### TO DO
Two lines below mark the span: the one containing "M0,149L101,210" and the one containing "M368,495L412,443L515,285". Set down both, plus every line between, exactly as they stand, and nothing else.

### Stored data entries
====================

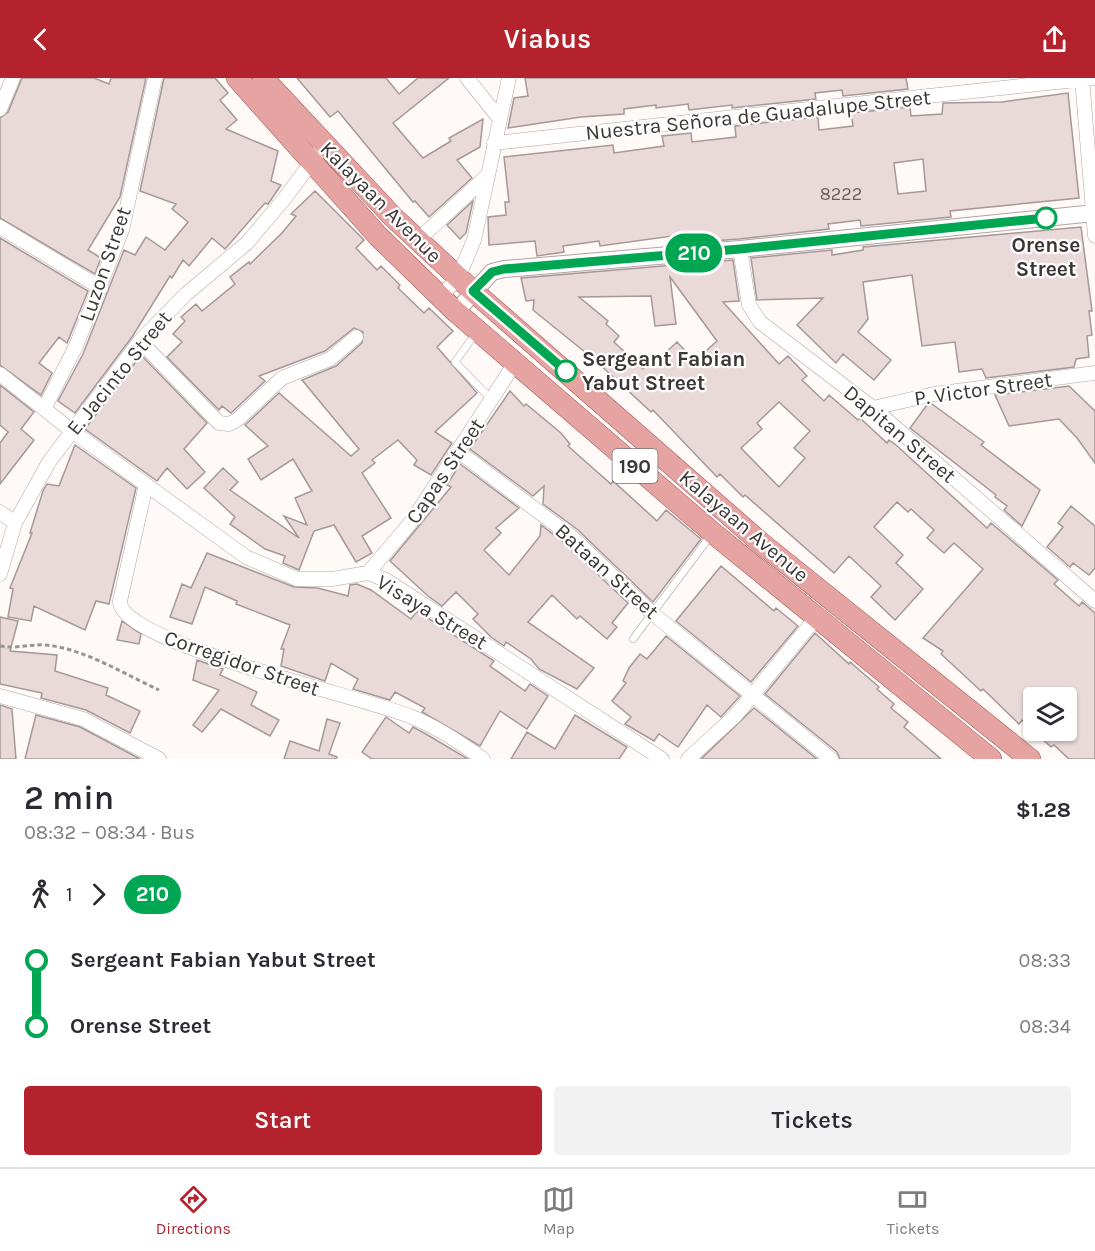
<!DOCTYPE html>
<meta charset="utf-8">
<style>
body{margin:0;font-family:Karla,sans-serif;background:#f2f2f3;color:#2b2b33;height:100vh;display:flex;flex-direction:column;font-size:22px;white-space:nowrap}
*{box-sizing:border-box;margin:0}
p{font-size:20px;color:#7c7c81}
.icon{flex:none;width:33px;height:33px;fill:none;stroke:currentColor;stroke-width:2;stroke-linecap:round;stroke-linejoin:round}
.map{position:relative;height:681px;overflow:hidden}
.details{display:flex;flex-direction:column;background:#fff;flex:1}
.details>*{flex:none}
.badge{padding:0 12px;border-radius:20px;font-size:21px;line-height:39px}
.tools{position:absolute;left:1023px;top:609px;display:grid;gap:12px}
.tools a{display:grid;place-items:center;width:54px;height:54px;border-radius:6px;background:#fff;box-shadow:0 2px 4px #0004;font-size:30px}
.map>.badge{position:absolute;translate:-50% -50%;box-shadow:0 0 0 3px #fff}
.legs{display:flex;align-items:center;gap:9px;height:66px;padding:0 24px;font-size:20px}
.legs p{margin-inline-start:auto}
.head{display:flex;align-items:center;justify-content:space-between;height:102px;padding:0 24px}
h1{font-size:33px;font-weight:600;line-height:45px}
.button{display:flex;gap:12px;margin-top:auto;padding:12px 24px}
.button a{flex:1;height:69px;border-radius:6px;background:#b4232d;color:#fff;font-size:24px;font-weight:600;line-height:69px;text-align:center}
.button a+a{background:#f2f2f3;color:#2b2b33}
ul{padding:0 24px;list-style:none}
li{display:flex;align-items:center;gap:21px;height:66px;font-size:22px}
li i{display:grid;place-items:center;width:9px;height:100%;margin:0 8px;background:currentColor}
li i::after{content:'';width:15px;height:15px;margin:-8px;border:4px solid;border-radius:50%;background:#fff}
li p{margin-inline-start:auto}
li:first-child i{background:linear-gradient(#0000 50%,currentColor 0)}
li:last-child i{background:linear-gradient(currentColor 50%,#0000 0)}
header{display:flex;justify-content:space-between;align-items:center;height:78px;padding:0 24px;background:#b4232d;color:#fff;font-size:27px;font-weight:600}
.menu{display:flex;justify-content:space-around;align-items:center;height:84px;border-top:2px solid #e1e1e2;background:#fff;font-size:16px;color:#7c7c81}
.menu a{display:grid;justify-items:center;gap:3px}
.menu .current{color:#b4232d}
.map>svg:first-child{display:block}
.building{fill:#e9dad9;stroke:#a59897;stroke-width:1.5;fill-rule:evenodd}
.lines{fill:none;stroke-linecap:round;stroke-linejoin:round}
.service-casing{stroke:#b1a3a2;stroke-width:8}
.minor-casing{stroke:#b1a3a2;stroke-width:15}
.tertiary-casing{stroke:#b1a3a2;stroke-width:18}
.primary-casing{stroke:#9e5654;stroke-width:22}
.path{stroke:#9a9494;stroke-width:3;stroke-dasharray:4.5 3;stroke-linecap:butt}
.service{stroke:#fff;stroke-width:7}
.minor{stroke:#fff;stroke-width:14}
.tertiary{stroke:#fff;stroke-width:16}
.primary{stroke:#e5a4a2;stroke-width:21}
.line-1-casing{stroke:#fff;stroke-width:14}
.line-1{stroke:#00a651;stroke-width:9}
.stop-1-dot{fill:#fff;stroke:#00a651;stroke-width:3}
.labels{text-anchor:middle;dominant-baseline:central;stroke-width:4.5;stroke-linejoin:round;paint-order:stroke}
.number-label{font-size:18px;fill:#675f5f}
.shield{fill:#fff;stroke:#767272;stroke-width:1.5}
.shield-label{font-size:20px;font-weight:bold;fill:#3c3636}
.street-label{font-size:21px;fill:#3c3636;stroke:#fff}
.stop-label{font-size:21px;font-weight:bold;fill:#3c3636;stroke:#fff}
</style>
<header><svg class="icon" aria-label="back" viewBox="0 0 24 24"><path d="M15 5l-7 7 7 7"/></svg>Viabus<svg class="icon" aria-label="share" viewBox="0 0 24 24"><path d="M12 15V3M7 8l5-5 5 5M5 13v7h14v-7"/></svg></header>
<div class="map">
<svg width="1095" height="681" viewBox="0 0 1095 681">
<rect width="100%" height="100%" fill="#fff9f8"/>
<path class="building" d="M22,0H94L109,6L111,0H146L120,119L88,172L101,180L95,196L0,140V40L8,34Z
M164,0H215L228,15L220,22L237,42L226,51L278,73L271,103L281,107L268,126L265,125L225,171L212,160L189,188L183,182L172,200L170,198L132,259L75,335L58,323L83,276L124,172L135,177L146,159L165,172L188,144L172,131L176,126L140,113Z
M297,0H386L399,16L418,0H449L393,45L423,80L451,63L449,60L483,41L480,69L457,82L472,100L429,139L415,123L413,124L338,33L330,39Z
M525,0H906L908,11L843,18L842,12L815,15L816,21L732,30V27L689,32L688,26L656,30V27L624,31V36L581,39L508,50L514,20L528,18Z
M1068,15L1079,120L950,133L951,139L861,148L860,142L828,146L829,151L739,161L698,164L673,162L672,158L600,168L599,163L563,168L564,174L537,178L535,163L489,167L488,139L506,137L505,124H509L504,79L613,67L614,75L664,68L662,58L691,55L692,64L736,59L735,48L818,39L819,52L853,48L851,35L910,29L911,38L942,36L943,25L1002,24ZM923,81L926,113L898,116L894,85Z
M315,113L364,162L356,170L377,192L381,188L400,207L398,210L424,235L429,230L453,253L437,269L477,315L435,354L452,365L431,397L414,387L417,382L398,362L372,382L375,385L362,395L391,440L362,458L372,475L356,484L334,447L314,453L299,492L283,485L285,478L265,471L230,446L235,439L204,410L223,390L238,404L230,412L299,460L284,438L307,447L295,420L312,413L293,381L261,402L248,381L268,368L245,347L279,315L351,378L359,371L302,302L336,288L362,265L363,254L354,250L325,273L259,298L265,303L231,335L222,328L219,332L167,279L182,264L173,256L185,243L181,239L196,226L202,233L235,206L230,199L249,184L250,186L282,155L296,138L291,136Z
M473,123L466,155L460,161L447,147Z
M1081,149L1092,233H1089L1092,257L1087,258L1089,279L1076,281L1074,289L986,300L982,291L959,294L955,264L922,268L912,197L863,204L868,241L858,254L891,282L874,302L843,276L836,285L797,247L823,220L757,222L751,180L832,172V177L863,172V169Z
M0,160L88,213L67,265L59,259L39,285L52,295L41,317L0,287Z
M733,182L739,223L723,224L779,286L788,278L807,298L802,302L824,323L829,317L858,342L860,340L887,365L889,362L896,367L987,450L991,445L1058,502L1054,506L1079,528L1082,524L1095,535V681H1069L1054,667L1051,669L1022,642L1019,646L983,611L981,613L941,576L943,573L923,560L983,491L954,465L944,475L927,460L934,452L911,431L908,434L897,424L874,449L903,477L896,485L923,511L895,542L871,519L881,508L849,478L834,495L745,417L743,419L720,396L717,399L653,332L651,334L596,283L533,232L534,222L526,223L521,200ZM670,199L717,263L695,283L677,264L659,281L655,277L643,291L614,264L619,258L606,246L608,243L579,219L651,218L655,248L676,246ZM779,324L810,353L794,370L805,380L779,409L741,370L762,351L757,345ZM1034,620H1066V652H1034Z
M141,277L207,345L184,371L205,394L187,411L167,390L157,403L85,351Z
M0,307L34,334L21,351L34,362L0,406V365L8,354L0,347Z
M1069,308L1095,333V385L1077,360L1059,341L1009,348L995,317Z
M510,313L524,328L526,326L561,355L570,366L568,368L586,384L611,406L613,403L657,443L666,432L701,461L653,524L578,452L543,426L544,408L533,418L470,371Z
M932,326L984,364L981,367L1040,412L1022,448L1004,432L1007,428L995,419L996,417L910,350L927,327Z
M75,367L136,410L109,526L96,523L85,552L34,528L31,543L8,539L13,511L10,510L32,455H30L43,413L47,406L59,408Z
M460,386L519,430L496,450L501,455L484,472L509,497L540,458L541,447L566,466L628,525L612,545L617,549L607,561L580,538L577,541L552,517L528,544L594,590L577,611L539,591L531,581L506,564L504,568L491,559L473,541L478,536L456,514L442,528L428,518L390,483L451,409L447,407Z
M1071,428L1095,448V490L1089,497L1073,485L1070,489L1047,469L1063,449L1058,445Z
M207,475L294,509L318,510L348,518L350,507L357,506L371,512L411,541L417,533L494,583L490,588L525,613L530,606L548,618L527,651L500,633L480,668L422,634L425,630L395,614L390,622L353,611L358,601L331,585L325,603L281,588L284,571H281L290,547L236,526L237,523L205,509L192,546L170,539L182,506L191,510Z
M721,488L774,533L776,530L798,548L751,604L676,543Z
M0,539L18,543L10,573L57,577L55,593L108,610L106,617L140,633L130,655L86,632L41,620L42,615L0,606Z
M122,543L141,556L139,566L117,562Z
M815,555L849,586L850,584L879,609L877,611L894,626L891,630L908,644L904,649L941,681H840L837,674L765,616Z
M666,558L740,618L721,639L707,627L678,669L659,656L654,663L625,646L631,639L612,623L626,605L623,603L629,590L640,576L647,581Z
M197,582L223,591L220,597L257,614L251,627L279,642L270,658L221,631L202,654L193,647L219,612L193,602Z
M0,627L12,631L16,681H0Z
M754,630L817,681H701Z
M36,637L80,649L140,681H25Z
M575,637L627,669L619,681H511L527,654L555,671Z
M386,639L409,655L413,649L426,656L468,681H372L362,674Z
M327,641L340,645L329,676L337,679L336,681H284L290,663L319,673Z"/>
<g class="lines">
<g class="service-casing">
<path id="service" d="M476,255L455,284L492,322
M633,561L711,457"/>
</g>
<g class="minor-casing">
<path id="minor" d="M467,0L499,40
M1082,0L1095,158
M0,31L13,0
M494,65L1094,0
M0,149L101,210
M418,162L488,97
M740,171L749,227L760,244L873,330L1095,523
M440,219L458,200L474,162L509,0
M140,263L219,345L229,346L237,342L282,300L330,281L356,259
M0,296L72,353L246,479L297,501H332L368,495L386,502L662,681
M873,330L934,316L1095,295
M44,331L76,268L122,152L155,0
M458,373L572,459L652,535L831,681
M146,407L120,523C118,565 371,621 412,639C437,649 461,665 483,681
M0,434L15,445
M368,495L412,443L515,285
M0,496L15,445L49,384L140,263L186,216L247,165L285,120L324,67
M0,618L83,641L159,681
M688,681L735,638L816,540"/>
</g>
<g class="tertiary-casing">
<path id="tertiary" d="M456,234L492,194L504,191L740,171L1095,135"/>
</g>
<g class="primary-casing">
<path id="primary" d="M237,0L378,158L456,234L713,455L991,681
M263,0L393,139L473,213L761,465L1030,681"/>
</g>
<path class="path" d="M0,568C16,571 30,566 46,567C85,571 124,596 159,612"/>
<use href="#service" class="service"/>
<use href="#minor" class="minor"/>
<use href="#tertiary" class="tertiary"/>
<use href="#primary" class="primary"/>
</g>
<g class="lines">
<g class="line-1-casing">
<path id="line-1" d="M566,293L473,213L492,194L504,191L740,171L1046,140"/>
</g>
<use href="#line-1" class="line-1"/>
</g>
<g class="stop-1-dot">
<circle cx="1046" cy="140" r="10"/>
<circle cx="566" cy="293" r="10"/>
</g>
<g class="labels">
<g class="number-label">
<text x="841" y="116">8222</text>
</g>
<rect class="shield" x="612.5" y="371" width="45" height="34" rx="4.5"/>
<g class="shield-label">
<text x="635" y="388">190</text>
</g>
<g class="street-label">
<text transform="translate(758 37) rotate(-6)">Nuestra Señora de Guadalupe Street</text>
<text transform="translate(381 124) rotate(45)">Kalayaan Avenue</text>
<text transform="translate(105 186) rotate(-71)">Luzon Street</text>
<text transform="translate(119 295) rotate(-51)">E. Jacinto Street</text>
<text transform="translate(983 311) rotate(-8)">P. Victor Street</text>
<text transform="translate(900 356) rotate(40)">Dapitan Street</text>
<text transform="translate(445 393) rotate(-56)">Capas Street</text>
<text transform="translate(744 448) rotate(40)">Kalayaan Avenue</text>
<text transform="translate(607 493) rotate(42)">Bataan Street</text>
<text transform="translate(432 534) rotate(31)">Visaya Street</text>
<text transform="translate(242 585) rotate(19)">Corregidor Street</text>
</g>
<g class="stop-label">
<text x="1046" y="167">Orense<tspan x="1046" dy="24">Street</tspan></text>
<text x="582" y="281" text-anchor="start">Sergeant Fabian<tspan x="582" dy="24">Yabut Street</tspan></text>
</g>
</g>
</svg>
<div class="tools">
<a><svg class="icon" aria-label="layers" viewBox="0 0 24 24"><path d="M12 4l9 5-9 5-9-5zM3 14l9 5 9-5"/></svg></a>
</div>
<b class="badge" style="left:694px;top:175px;background:#00a651;color:#fff">210</b>
</div>
<section class="details">
<div class="head"><div><h1>2 min</h1><p>08:32 – 08:34 · Bus</p></div><b>$1.28</b></div>
<div class="legs"><svg class="icon" aria-label="walk" viewBox="0 0 24 24"><circle cx="13" cy="4" r="2"/><path d="M13 8l-2 6 4 7M11 14l-3 7M7 12l3-4h3l4 4"/></svg>1<svg class="icon" aria-label="forward" viewBox="0 0 24 24"><path d="M9 5l7 7-7 7"/></svg><b class="badge" style="background:#00a651;color:#fff">210</b></div>
<ul>
<li><i style="color:#00a651"></i><b>Sergeant Fabian Yabut Street</b><p>08:33</p></li>
<li><i style="color:#00a651"></i><b>Orense Street</b><p>08:34</p></li>
</ul>
<div class="button"><a>Start</a><a>Tickets</a></div>
</section>
<nav class="menu">
<a class="current"><svg class="icon" aria-label="directions" viewBox="0 0 24 24"><path d="M12 3l9 9-9 9-9-9zM9 14v-3h6M13 9l2 2-2 2"/></svg>Directions</a>
<a><svg class="icon" aria-label="map" viewBox="0 0 24 24"><path d="M3 6l6-2 6 2 6-2v14l-6 2-6-2-6 2zM9 4v14M15 6v14"/></svg>Map</a>
<a><svg class="icon" aria-label="tickets" viewBox="0 0 24 24"><path d="M3 7h18v10H3zM15 7v10"/></svg>Tickets</a>
</nav>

====================

### SOLUTION FOR THIS TASK
M0,149L101,210
M418,162L488,97
M740,171L749,227L760,244L873,330L1095,523
M440,219L458,200L474,162L509,0
M140,263L219,345L229,346L237,342L282,300L330,281L356,259
M0,296L72,353L246,479L297,501H332L368,495L386,502L662,681
M873,330L934,316L1095,295
M44,331L76,268L122,152L155,0
M458,373L572,459L652,535L831,681
M146,407L120,523C118,565 371,621 412,639C437,649 461,665 483,681
M0,434L15,445
M368,495L412,443L515,285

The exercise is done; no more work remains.